● TASK STATEMENT
Return the lines below that carry the word "linecap".
### DATA TO PROCESS ###
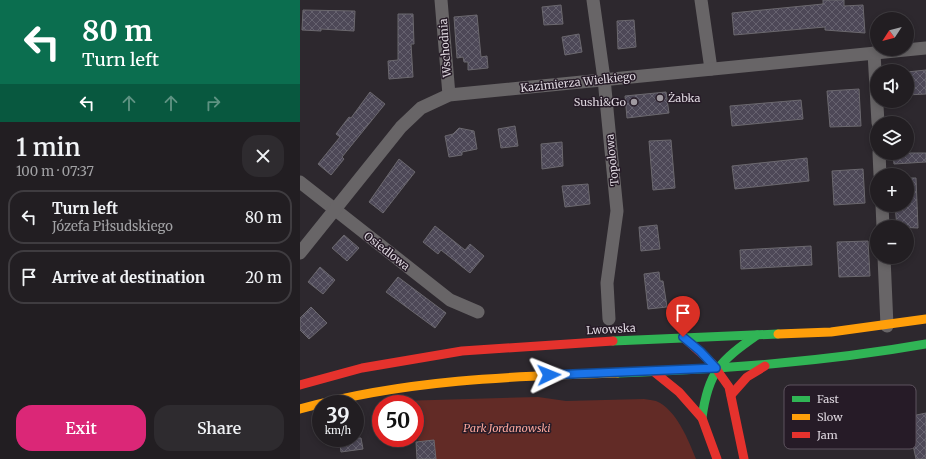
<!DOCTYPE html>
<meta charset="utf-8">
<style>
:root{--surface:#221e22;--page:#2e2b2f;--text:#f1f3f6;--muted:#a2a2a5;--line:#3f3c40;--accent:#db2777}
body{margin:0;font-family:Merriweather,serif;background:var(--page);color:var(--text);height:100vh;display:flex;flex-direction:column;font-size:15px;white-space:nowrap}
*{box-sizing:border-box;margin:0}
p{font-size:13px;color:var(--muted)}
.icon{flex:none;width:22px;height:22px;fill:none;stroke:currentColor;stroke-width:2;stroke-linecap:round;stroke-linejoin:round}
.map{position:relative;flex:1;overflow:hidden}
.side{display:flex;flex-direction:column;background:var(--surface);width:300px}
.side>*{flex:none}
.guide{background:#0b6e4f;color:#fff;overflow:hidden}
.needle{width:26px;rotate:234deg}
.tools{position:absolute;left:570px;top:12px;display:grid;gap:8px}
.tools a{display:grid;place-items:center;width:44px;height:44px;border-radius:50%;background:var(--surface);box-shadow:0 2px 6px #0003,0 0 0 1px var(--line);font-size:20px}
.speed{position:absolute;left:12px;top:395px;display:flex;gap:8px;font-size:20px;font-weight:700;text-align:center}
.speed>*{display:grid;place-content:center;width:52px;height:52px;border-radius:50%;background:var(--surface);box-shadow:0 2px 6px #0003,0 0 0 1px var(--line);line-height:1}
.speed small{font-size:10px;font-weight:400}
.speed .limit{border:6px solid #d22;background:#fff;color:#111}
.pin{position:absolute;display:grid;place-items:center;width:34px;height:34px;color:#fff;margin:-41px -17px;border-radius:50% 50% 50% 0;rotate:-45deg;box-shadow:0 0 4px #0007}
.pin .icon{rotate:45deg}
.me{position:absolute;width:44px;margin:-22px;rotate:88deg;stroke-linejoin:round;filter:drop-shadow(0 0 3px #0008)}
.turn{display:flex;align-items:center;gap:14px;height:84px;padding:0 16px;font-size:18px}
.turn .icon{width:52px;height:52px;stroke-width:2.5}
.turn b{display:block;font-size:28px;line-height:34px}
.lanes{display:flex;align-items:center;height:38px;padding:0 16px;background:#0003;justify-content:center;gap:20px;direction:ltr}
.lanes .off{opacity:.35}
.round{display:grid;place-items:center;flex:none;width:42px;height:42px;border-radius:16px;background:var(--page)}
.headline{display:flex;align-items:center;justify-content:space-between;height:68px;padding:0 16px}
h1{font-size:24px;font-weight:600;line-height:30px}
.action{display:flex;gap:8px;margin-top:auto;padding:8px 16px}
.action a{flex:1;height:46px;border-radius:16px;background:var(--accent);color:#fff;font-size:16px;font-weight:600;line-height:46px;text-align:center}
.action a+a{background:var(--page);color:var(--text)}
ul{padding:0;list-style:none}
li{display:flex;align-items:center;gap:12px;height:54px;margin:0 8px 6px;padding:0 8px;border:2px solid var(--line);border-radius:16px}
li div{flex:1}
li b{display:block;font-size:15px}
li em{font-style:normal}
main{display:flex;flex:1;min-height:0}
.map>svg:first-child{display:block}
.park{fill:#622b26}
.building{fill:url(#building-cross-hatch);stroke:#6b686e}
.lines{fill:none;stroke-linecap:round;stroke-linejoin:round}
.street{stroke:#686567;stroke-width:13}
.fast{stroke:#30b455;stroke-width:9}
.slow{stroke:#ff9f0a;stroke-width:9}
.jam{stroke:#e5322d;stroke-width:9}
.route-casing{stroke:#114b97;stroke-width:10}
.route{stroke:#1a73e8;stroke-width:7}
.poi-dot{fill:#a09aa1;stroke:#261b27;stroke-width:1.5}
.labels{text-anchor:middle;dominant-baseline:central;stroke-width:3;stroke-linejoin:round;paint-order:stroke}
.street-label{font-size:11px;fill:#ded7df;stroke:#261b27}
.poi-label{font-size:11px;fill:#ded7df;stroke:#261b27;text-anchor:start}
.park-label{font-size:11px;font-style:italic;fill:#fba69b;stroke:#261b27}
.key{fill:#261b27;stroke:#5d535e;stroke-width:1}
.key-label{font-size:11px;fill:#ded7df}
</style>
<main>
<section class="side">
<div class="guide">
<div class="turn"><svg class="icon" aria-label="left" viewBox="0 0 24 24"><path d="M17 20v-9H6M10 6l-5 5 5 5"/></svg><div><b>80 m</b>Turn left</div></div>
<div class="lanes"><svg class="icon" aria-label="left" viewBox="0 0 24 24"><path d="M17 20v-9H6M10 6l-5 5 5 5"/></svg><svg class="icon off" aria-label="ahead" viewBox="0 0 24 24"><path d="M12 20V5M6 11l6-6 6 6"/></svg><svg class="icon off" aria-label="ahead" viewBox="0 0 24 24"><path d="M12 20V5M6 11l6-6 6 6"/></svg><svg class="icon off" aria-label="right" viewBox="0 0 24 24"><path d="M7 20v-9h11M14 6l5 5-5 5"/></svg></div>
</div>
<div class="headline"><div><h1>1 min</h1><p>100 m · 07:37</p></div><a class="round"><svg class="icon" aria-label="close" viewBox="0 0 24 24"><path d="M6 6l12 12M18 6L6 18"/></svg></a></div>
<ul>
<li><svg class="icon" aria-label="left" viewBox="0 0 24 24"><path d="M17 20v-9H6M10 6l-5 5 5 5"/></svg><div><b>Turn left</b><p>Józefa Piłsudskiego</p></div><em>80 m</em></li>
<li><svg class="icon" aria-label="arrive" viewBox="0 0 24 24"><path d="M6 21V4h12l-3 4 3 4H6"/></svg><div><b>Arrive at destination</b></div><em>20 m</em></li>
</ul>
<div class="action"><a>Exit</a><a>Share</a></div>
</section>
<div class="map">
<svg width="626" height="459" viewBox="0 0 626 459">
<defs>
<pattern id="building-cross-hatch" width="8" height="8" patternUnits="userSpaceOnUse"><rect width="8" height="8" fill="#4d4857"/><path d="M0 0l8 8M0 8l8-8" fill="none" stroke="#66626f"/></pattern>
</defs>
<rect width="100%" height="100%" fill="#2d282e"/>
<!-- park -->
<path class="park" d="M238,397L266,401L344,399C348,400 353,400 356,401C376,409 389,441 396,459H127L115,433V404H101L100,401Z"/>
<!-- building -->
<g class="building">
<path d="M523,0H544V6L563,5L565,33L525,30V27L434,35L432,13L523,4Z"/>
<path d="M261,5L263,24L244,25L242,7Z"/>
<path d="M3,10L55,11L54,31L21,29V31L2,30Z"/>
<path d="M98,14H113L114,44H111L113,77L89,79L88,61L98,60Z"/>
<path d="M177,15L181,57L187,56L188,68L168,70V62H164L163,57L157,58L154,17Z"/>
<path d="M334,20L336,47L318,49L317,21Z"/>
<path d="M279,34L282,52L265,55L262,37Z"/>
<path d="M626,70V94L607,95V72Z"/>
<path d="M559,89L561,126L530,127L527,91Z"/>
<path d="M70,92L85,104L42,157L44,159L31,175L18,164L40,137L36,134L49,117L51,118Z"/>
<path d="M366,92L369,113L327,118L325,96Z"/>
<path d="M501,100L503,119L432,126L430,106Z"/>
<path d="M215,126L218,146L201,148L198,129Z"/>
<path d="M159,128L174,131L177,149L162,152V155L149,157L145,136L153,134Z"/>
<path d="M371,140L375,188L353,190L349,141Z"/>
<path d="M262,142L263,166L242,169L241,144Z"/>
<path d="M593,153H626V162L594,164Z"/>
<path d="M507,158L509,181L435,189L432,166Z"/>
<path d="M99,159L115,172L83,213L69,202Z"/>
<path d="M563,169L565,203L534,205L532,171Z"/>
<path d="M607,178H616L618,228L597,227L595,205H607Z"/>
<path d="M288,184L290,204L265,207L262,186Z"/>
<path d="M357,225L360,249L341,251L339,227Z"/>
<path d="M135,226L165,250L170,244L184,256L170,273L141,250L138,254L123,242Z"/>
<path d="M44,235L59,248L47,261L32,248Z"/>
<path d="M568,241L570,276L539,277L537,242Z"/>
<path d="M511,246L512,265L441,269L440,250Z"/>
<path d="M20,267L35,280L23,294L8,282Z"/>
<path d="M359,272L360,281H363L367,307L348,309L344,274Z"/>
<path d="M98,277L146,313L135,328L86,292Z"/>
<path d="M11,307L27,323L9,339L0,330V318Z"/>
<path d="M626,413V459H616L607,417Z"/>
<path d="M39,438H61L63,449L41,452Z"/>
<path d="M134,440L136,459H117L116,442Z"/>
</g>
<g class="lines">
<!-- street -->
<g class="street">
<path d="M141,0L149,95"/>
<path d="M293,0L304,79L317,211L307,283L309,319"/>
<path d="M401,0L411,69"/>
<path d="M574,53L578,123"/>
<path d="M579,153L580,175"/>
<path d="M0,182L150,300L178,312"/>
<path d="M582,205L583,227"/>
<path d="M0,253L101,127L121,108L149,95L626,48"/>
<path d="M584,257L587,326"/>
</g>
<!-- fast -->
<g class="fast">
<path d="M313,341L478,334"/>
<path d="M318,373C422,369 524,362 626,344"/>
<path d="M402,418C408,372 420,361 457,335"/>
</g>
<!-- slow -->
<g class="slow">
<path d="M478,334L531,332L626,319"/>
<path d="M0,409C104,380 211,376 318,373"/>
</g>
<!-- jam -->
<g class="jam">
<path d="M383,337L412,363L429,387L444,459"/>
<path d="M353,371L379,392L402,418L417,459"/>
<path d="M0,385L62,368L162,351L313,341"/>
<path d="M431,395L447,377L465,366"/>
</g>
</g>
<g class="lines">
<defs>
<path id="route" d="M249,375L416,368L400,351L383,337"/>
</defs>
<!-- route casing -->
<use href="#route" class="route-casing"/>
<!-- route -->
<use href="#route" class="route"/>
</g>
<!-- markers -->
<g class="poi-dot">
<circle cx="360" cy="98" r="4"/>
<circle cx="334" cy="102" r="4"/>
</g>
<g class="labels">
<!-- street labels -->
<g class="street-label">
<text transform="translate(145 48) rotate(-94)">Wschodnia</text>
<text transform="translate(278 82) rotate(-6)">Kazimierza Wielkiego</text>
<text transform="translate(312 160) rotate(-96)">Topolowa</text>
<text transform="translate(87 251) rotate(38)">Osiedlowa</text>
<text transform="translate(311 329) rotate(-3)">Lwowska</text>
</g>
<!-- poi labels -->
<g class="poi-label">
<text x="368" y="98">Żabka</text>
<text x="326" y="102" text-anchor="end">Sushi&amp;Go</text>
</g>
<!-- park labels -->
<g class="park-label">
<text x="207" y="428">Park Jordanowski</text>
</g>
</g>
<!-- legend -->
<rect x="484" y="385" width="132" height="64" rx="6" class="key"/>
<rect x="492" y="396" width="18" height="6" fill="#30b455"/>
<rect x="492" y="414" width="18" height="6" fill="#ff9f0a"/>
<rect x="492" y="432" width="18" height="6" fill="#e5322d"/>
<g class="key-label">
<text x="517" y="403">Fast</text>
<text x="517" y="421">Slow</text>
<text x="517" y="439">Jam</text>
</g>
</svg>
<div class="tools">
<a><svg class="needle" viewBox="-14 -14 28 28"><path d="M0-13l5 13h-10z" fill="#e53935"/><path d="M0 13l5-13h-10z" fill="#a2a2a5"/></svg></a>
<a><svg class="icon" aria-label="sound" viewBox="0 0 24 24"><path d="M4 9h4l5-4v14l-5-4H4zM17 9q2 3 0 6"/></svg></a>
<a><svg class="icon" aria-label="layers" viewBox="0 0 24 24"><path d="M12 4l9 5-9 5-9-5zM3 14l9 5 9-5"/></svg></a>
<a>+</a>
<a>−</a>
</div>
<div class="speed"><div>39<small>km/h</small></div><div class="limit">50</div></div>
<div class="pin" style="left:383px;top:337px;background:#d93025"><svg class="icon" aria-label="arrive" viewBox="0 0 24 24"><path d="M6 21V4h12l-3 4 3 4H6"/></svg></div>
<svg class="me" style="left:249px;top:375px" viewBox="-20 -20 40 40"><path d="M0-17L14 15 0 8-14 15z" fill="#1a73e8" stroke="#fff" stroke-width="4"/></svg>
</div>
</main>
###
● TASK SOLUTION
.icon{flex:none;width:22px;height:22px;fill:none;stroke:currentColor;stroke-width:2;stroke-linecap:round;stroke-linejoin:round}
.lines{fill:none;stroke-linecap:round;stroke-linejoin:round}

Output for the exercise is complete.